TASK BRIEF
Give the number of lines in the records below that contain the word "Klinik". State only that number.

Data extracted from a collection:
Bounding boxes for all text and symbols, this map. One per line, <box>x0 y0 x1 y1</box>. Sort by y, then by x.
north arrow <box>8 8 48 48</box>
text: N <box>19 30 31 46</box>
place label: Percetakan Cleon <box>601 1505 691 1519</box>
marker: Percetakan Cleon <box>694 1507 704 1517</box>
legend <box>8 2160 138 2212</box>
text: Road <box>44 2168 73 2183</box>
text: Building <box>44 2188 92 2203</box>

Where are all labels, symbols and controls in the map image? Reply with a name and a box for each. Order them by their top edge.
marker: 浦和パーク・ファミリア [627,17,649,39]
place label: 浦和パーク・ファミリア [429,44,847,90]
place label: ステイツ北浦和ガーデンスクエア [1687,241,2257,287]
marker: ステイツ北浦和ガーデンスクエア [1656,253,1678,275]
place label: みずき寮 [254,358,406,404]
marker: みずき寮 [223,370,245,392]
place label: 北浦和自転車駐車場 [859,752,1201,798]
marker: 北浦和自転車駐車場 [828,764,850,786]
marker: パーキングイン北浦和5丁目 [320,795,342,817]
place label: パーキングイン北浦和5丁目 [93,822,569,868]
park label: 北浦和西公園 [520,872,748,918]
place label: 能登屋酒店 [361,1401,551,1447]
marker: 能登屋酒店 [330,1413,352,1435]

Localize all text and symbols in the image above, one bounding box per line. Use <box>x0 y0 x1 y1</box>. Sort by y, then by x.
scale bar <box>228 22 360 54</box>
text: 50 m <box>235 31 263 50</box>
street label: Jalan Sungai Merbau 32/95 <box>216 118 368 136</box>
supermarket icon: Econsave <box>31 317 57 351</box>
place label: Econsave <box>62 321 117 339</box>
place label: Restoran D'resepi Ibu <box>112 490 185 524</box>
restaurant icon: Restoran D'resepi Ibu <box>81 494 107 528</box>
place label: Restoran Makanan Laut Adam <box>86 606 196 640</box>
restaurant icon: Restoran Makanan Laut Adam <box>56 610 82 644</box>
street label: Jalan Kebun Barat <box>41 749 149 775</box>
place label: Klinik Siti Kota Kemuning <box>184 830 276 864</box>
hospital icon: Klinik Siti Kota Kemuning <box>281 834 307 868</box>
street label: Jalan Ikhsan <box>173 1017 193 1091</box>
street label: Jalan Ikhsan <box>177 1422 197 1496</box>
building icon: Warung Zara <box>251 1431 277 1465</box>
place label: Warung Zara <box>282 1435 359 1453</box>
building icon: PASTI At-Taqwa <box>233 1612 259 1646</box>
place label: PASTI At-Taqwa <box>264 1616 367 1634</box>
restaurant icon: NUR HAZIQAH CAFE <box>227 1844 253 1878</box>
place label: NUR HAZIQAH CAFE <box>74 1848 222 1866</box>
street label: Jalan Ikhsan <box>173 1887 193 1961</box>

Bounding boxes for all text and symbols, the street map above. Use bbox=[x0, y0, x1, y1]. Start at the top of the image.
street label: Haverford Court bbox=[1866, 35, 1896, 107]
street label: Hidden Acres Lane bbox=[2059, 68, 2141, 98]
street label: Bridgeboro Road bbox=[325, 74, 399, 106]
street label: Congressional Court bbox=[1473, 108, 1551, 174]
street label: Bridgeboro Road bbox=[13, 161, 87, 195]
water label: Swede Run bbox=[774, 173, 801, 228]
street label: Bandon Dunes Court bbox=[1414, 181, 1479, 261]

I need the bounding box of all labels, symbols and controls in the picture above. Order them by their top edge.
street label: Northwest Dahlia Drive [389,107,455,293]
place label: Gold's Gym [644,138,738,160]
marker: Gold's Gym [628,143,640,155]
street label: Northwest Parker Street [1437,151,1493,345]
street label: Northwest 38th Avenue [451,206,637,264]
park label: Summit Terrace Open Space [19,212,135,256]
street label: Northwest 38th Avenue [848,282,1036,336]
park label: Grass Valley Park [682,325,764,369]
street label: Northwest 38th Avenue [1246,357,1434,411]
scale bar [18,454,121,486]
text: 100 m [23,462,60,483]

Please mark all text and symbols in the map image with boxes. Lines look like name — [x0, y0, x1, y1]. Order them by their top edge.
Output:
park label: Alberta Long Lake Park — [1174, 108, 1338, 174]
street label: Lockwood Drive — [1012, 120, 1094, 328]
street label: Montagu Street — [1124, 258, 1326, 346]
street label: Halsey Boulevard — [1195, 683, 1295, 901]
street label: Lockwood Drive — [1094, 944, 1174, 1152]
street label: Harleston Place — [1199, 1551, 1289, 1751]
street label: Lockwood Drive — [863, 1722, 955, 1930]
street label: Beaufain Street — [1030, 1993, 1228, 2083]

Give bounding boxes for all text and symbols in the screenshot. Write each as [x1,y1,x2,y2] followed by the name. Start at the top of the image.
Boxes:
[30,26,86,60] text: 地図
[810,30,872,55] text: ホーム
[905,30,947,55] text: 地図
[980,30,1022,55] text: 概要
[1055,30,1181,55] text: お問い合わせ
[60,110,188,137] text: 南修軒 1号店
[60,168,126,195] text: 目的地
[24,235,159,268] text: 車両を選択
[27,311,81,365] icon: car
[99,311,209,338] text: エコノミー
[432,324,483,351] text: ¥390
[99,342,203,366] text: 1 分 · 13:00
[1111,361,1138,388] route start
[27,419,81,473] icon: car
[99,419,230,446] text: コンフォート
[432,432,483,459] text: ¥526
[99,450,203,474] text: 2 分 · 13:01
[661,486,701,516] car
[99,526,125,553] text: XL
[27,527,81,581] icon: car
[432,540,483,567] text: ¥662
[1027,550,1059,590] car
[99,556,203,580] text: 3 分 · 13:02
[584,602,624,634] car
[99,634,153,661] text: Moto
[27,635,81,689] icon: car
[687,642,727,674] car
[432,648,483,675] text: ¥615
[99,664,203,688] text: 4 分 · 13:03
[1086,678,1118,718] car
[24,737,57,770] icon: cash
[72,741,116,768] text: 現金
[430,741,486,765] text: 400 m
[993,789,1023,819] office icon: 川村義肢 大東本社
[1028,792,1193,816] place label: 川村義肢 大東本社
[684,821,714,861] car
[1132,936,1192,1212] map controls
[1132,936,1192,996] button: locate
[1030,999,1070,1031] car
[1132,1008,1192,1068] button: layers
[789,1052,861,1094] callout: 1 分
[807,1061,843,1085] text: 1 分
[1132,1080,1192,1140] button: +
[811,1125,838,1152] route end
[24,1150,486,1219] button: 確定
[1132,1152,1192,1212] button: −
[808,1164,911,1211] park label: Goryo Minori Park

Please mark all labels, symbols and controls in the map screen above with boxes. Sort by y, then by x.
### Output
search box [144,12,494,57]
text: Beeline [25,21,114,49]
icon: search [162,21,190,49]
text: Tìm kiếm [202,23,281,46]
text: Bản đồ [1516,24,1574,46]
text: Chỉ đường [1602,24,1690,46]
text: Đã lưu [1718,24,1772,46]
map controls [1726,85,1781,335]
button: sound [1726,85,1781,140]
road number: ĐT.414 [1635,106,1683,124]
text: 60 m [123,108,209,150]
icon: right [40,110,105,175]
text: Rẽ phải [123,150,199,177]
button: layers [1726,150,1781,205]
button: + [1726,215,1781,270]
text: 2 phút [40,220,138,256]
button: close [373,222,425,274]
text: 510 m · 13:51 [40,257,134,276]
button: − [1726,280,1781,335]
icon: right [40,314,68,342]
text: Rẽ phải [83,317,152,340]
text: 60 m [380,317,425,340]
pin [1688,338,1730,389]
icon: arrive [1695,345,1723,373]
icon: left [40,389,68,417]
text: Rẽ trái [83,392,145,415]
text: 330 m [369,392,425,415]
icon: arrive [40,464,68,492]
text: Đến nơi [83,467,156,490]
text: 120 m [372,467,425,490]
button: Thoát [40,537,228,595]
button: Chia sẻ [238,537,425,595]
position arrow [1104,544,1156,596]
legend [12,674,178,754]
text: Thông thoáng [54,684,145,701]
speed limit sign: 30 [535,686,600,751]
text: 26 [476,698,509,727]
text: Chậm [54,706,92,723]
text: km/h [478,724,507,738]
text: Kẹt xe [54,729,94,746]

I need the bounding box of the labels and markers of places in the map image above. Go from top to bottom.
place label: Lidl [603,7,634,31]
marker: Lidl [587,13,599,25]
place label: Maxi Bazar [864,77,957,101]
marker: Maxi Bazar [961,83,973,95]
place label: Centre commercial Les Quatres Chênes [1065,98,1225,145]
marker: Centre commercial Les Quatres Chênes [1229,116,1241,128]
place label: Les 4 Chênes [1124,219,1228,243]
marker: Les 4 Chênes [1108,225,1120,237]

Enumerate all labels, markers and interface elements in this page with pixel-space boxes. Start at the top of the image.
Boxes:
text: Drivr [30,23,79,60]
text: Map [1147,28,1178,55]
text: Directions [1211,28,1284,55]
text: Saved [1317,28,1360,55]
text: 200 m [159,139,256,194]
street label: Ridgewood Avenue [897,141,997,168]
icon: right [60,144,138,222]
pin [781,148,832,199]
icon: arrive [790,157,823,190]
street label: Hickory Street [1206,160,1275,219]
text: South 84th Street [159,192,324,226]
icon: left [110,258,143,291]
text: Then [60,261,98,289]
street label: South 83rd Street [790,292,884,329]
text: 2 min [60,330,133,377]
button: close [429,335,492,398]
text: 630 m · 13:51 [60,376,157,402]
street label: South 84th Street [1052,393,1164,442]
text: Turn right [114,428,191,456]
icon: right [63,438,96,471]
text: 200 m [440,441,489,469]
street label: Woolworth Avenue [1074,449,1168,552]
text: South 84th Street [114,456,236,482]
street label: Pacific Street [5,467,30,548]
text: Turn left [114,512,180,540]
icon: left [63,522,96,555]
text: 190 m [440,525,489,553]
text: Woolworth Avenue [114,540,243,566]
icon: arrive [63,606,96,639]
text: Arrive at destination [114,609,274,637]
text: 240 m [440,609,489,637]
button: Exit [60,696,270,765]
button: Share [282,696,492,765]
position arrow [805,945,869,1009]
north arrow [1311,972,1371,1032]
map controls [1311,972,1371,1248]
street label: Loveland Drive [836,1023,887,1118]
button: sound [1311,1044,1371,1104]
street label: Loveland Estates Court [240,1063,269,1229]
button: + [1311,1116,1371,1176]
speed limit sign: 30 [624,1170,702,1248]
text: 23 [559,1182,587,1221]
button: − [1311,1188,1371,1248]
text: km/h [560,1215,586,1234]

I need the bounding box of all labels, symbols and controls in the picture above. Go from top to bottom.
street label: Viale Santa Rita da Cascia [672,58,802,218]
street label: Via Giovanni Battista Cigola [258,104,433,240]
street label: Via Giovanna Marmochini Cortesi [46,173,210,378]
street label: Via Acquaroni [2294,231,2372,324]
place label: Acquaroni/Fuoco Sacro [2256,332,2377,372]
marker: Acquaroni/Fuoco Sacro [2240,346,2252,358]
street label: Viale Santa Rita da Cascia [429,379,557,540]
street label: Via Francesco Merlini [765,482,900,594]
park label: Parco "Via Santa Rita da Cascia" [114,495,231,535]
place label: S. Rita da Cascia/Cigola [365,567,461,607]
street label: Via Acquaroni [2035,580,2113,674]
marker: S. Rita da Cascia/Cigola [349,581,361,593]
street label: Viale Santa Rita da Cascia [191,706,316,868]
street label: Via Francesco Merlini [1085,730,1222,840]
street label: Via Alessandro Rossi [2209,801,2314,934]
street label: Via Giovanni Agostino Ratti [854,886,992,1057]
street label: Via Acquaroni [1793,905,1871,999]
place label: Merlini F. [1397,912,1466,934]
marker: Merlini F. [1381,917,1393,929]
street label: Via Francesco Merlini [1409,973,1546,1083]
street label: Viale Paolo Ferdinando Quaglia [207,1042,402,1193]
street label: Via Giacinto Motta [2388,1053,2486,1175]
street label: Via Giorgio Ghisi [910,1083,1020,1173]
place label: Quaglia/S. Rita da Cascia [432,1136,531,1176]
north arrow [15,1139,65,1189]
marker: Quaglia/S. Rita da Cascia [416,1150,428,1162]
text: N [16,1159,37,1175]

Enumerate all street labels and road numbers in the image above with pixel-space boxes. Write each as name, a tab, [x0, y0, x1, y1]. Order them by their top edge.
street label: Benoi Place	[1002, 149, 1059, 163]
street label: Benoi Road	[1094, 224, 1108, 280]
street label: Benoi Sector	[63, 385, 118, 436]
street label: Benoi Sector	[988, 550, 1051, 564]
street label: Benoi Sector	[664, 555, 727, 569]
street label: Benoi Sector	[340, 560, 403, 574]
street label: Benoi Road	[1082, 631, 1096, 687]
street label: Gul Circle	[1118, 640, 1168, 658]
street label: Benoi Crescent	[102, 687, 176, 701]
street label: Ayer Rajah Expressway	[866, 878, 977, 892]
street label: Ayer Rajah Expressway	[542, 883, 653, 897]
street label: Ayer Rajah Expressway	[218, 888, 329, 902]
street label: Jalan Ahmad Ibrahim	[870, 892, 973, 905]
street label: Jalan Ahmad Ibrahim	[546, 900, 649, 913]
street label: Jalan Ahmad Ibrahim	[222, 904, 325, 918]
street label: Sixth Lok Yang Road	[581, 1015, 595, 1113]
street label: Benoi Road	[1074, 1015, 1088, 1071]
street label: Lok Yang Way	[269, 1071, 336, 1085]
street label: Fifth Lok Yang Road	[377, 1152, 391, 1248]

ANSWER TO THIS PROBLEM
2